Hey, Didio? You want to impress me with how courageous your storytellers are? Make "Kate" Kane straight and have Bruce Wayne come out of the closet. That might explain once and for all why Dick Grayson and Koriand'r couldn't make it work. There's an idea: A "new" character revelation that actually answers as many questions as it creates.

Alex Toth

From the Justice Society to the Super Friends, Johnny Thunder to Space Ghost, his pencil kept it moving. Until now.

Thank you, sir.



Alex Toth's Official Site. The Comics Reporter's Collective Memory entry.

Friday, May 19, 2006

Name game

Is Connor (or is it Conner?) such a common name that two of our second-generation JLAers should have it? Conner (Green Arrow) Hawke and Connor (Superboy) Kent?

What about Cassie? Are we talking about Batgirl (Cassie Cain) or Wonder Girl (Cassie Sandsmark)?

I never have been good at telling the difference between Deathstroke and Deadshot. Putting them both in Villains United was endlessly confusing.

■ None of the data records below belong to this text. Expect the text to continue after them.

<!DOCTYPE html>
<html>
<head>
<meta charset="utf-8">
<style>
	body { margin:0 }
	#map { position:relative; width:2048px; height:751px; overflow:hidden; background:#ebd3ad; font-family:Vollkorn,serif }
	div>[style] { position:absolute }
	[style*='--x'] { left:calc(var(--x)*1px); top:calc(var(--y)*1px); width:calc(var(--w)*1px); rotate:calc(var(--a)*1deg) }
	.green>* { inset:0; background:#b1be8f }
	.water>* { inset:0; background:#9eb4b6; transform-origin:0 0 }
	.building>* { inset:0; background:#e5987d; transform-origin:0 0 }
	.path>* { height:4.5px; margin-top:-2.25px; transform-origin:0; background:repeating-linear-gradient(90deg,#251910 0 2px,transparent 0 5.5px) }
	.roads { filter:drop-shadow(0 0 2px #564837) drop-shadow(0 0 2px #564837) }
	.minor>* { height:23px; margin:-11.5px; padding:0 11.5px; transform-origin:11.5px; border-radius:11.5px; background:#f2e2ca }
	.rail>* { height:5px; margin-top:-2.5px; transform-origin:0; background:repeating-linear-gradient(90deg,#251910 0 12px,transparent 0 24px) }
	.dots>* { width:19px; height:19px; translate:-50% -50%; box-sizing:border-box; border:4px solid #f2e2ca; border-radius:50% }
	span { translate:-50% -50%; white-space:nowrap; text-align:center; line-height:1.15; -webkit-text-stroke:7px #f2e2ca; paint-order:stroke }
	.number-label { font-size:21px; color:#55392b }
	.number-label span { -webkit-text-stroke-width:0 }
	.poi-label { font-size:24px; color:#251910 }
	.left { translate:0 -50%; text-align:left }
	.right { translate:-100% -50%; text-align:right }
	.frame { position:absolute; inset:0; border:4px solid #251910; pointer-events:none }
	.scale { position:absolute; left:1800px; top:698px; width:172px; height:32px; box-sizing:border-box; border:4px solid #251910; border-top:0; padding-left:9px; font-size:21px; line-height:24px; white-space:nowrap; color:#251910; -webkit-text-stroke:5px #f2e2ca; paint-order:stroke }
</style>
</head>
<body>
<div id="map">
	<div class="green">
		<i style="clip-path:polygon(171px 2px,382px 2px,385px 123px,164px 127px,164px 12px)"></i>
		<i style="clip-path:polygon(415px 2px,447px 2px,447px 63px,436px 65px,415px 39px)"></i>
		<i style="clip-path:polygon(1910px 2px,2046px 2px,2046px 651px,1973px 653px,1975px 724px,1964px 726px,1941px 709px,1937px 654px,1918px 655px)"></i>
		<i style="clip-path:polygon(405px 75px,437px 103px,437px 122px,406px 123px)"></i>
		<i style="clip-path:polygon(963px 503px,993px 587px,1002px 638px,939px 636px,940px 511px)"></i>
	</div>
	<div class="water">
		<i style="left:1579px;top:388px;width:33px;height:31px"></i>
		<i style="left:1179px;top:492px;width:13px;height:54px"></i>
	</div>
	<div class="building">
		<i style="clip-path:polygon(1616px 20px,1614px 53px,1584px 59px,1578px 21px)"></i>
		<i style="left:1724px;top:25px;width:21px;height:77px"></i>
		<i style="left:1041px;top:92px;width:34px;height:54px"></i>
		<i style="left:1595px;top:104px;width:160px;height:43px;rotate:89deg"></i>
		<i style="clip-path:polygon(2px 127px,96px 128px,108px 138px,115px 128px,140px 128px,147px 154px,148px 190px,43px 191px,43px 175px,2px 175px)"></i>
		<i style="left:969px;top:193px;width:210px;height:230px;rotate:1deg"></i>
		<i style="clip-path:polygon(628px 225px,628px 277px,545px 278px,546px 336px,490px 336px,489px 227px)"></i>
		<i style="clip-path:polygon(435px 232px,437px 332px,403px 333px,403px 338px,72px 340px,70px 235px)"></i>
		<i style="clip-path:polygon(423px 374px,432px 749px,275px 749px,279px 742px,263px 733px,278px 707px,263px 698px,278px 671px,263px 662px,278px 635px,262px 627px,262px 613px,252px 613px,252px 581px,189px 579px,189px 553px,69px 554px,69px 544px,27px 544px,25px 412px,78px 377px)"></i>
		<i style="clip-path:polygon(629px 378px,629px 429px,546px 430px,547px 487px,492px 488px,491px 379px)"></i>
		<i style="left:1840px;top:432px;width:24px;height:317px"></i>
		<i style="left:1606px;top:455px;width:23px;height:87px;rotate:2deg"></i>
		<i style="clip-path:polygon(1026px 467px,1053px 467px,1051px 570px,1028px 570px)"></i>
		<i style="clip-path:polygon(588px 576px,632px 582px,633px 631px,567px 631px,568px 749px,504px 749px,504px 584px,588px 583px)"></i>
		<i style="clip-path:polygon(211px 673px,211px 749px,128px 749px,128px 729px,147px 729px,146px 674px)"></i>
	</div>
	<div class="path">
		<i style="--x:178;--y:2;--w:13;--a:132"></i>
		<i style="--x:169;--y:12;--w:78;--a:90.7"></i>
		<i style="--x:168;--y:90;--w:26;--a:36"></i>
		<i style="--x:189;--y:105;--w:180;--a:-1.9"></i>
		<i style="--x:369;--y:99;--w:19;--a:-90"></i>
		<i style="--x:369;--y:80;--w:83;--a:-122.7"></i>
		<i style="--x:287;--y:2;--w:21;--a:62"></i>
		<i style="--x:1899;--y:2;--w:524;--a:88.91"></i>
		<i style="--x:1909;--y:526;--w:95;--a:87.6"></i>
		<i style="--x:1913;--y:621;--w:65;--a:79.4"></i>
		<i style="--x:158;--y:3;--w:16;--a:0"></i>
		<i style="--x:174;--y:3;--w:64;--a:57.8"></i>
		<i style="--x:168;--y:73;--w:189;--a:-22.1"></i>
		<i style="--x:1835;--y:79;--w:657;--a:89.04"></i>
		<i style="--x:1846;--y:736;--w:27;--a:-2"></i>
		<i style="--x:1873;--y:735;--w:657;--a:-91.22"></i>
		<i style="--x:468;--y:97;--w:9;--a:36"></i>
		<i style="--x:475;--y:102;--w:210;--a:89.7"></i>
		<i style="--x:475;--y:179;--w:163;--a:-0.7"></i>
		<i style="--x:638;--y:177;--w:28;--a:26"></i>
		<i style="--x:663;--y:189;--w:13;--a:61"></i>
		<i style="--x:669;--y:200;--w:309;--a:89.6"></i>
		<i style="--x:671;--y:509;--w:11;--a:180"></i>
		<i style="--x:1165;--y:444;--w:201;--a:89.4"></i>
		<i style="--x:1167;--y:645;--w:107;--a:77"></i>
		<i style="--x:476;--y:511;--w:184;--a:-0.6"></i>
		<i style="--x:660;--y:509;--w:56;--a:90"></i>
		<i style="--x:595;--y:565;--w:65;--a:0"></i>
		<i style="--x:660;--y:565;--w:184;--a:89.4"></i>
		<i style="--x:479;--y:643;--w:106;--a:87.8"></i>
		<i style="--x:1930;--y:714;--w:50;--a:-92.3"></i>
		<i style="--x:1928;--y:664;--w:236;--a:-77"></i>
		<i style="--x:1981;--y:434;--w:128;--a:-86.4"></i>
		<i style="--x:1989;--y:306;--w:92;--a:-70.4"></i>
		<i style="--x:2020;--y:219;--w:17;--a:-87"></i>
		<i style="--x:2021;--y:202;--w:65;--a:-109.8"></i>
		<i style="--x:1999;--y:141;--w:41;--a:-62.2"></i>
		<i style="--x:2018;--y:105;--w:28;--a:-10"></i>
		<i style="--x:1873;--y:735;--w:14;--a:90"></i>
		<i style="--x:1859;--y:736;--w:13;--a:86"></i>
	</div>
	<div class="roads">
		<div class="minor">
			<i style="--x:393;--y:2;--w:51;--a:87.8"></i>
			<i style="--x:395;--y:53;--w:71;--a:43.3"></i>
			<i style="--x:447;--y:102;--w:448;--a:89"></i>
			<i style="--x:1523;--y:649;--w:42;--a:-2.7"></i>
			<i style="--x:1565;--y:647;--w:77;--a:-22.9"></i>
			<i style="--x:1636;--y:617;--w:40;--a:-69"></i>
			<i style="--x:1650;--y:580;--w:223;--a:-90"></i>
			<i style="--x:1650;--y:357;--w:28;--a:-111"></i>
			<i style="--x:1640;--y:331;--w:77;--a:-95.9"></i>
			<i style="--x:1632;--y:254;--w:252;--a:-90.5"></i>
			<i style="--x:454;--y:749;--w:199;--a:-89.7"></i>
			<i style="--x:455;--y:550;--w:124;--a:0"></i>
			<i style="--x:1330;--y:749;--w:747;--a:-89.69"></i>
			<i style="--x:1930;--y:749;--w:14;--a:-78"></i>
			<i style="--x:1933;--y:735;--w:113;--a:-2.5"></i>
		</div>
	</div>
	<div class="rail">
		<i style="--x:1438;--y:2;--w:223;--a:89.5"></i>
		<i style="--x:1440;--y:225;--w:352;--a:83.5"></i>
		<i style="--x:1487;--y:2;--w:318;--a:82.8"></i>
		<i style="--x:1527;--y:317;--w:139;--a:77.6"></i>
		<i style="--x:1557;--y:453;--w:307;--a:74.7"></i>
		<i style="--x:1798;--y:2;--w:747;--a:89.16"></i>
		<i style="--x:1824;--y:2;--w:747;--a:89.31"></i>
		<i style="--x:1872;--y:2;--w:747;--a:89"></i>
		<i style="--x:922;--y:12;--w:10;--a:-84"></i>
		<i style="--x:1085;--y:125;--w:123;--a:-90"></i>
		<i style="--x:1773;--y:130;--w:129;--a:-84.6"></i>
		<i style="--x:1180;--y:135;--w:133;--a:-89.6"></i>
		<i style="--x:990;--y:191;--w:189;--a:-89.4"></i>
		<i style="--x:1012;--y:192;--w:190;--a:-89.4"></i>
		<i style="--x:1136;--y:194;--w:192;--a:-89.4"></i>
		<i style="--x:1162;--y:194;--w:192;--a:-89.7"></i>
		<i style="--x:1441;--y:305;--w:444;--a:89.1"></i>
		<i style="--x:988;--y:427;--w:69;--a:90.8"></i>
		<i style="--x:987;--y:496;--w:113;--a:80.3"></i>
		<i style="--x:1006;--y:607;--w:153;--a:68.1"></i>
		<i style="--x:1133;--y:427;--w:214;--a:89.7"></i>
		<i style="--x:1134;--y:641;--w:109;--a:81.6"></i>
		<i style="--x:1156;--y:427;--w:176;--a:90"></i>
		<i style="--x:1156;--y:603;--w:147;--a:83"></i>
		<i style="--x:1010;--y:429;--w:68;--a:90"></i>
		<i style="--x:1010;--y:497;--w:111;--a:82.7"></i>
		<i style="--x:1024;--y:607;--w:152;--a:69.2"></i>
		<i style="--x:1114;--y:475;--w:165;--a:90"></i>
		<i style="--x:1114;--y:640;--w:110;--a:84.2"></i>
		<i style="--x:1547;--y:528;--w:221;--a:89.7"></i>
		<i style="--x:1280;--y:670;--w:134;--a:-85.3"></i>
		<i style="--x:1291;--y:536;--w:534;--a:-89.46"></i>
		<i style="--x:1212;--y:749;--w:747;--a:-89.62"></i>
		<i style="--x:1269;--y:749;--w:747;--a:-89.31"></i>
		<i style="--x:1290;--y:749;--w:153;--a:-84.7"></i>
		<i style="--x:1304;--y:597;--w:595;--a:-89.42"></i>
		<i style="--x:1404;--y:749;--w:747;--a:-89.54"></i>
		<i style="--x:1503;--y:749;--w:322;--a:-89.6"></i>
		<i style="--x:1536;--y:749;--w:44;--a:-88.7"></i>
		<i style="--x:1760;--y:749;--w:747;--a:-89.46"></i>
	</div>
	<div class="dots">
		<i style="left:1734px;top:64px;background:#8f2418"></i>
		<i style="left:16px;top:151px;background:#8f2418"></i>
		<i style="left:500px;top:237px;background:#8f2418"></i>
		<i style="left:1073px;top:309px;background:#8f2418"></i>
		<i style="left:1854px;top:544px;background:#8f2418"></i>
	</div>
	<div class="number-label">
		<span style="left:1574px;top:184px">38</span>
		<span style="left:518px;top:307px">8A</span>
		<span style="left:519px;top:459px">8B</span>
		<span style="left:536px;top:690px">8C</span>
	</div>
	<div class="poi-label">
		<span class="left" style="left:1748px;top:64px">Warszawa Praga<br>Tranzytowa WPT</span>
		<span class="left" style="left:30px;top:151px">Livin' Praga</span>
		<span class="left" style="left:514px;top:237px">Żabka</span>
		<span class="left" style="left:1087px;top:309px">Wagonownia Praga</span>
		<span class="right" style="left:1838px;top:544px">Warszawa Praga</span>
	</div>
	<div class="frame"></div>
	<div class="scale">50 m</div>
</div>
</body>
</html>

Of course, there hasn't been much reason to be confused about Linda Park (Mrs Flash) and Linda Danvers (Supergirl), or Jason Bard (P.I.), Jason Todd (Robin II), Jason Blood (the Demon), Jason Burr (Kobra's twin brother) and Jason Rusch (Firestorm II). Still, I have to wonder if the phone book in the DC offices just isn't very big.

Tuesday, May 16, 2006

IWASTAP

Image Hosted by ImageShack.us"Can someone explain to me the point of Doll Man?" asks Tom of the Fortress of Soliloquy.

I feel a need to create one of those acronyms that we fans love to use. Perhaps I'll patent it. In this case, it's IWASTAP, and it stands for "It Was A Simpler Time and Place". It's my best shot at explaining Doll Man.

At least, some combination of that and the likelihood that the men who created those comics really didn't understand why some characters caught on and some didn't, and so pitched anything and everything they had just to see if anyone bought it. For every Spirit there must also be a Bouncer.

Wednesday, May 10, 2006

Also Hawkman

Free Image Hosting at www.ImageShack.us Chris' Invincible Super-Blog presents Infinite Crisis in Thirty Seconds, in case you missed it.

Heh

Monday, May 08, 2006

Tarukor? I didn't even see her

Does this pose say 'streetwalker' to you?So Supergirl is dreaming the Legion of Super Heroes. You know, that makes as much sense as a lot of things in the Legion's history. She must have eaten some bad pizza to have come up with Bouncing Boy.

But wait. She's blaming it on tarukor - a Kryptonian dreamstate that occurs before adulthood.

Izzat so? Really? Funny how Kal-El never experienced that. Maybe it's a girl thing. Or maybe he did experience it, and imagined he had a Superboy period when he actually never did. Or maybe he actually did have a Superboy period during tarukor, and thought he was dreaming. Or maybe Kal-El is going to wake up any issue now, when his mom Lara calls him down to supper, and discover that he dreamed us.

I have a headache. Damn that Bobby Ewing.

Maybe the writer of Supergirl and the Legion of Super Heroes forgot to talk to the writer of Superman: Birthright. Yeah, that must be it.

No, wait, Mark Waid wrote both of 'em.

Sunday, May 07, 2006

The Phantom Lady has no idea

Phantom Lady has no idea
Ragnell of the Written World performs a Phantom Lady Breastospective. If nothing else, it proves that since being acquired by DC, Phantom Lady has had a long run of illustrators who don't know how to draw women.

EDIT: The art is by Chris Jones and Keith Champagne, from All Star Comics 80 Page Giant #1, 1999. The word balloon is in the original (though I've made it larger for readability), and is a response to Wonder Woman's accusation that "Your costume blatantly invites the dark stares of men."

Wednesday, May 03, 2006

Basic questions

To think it took Ask Yahoo to answer the burning question, Why does Superman wear his underwear on top of his clothes?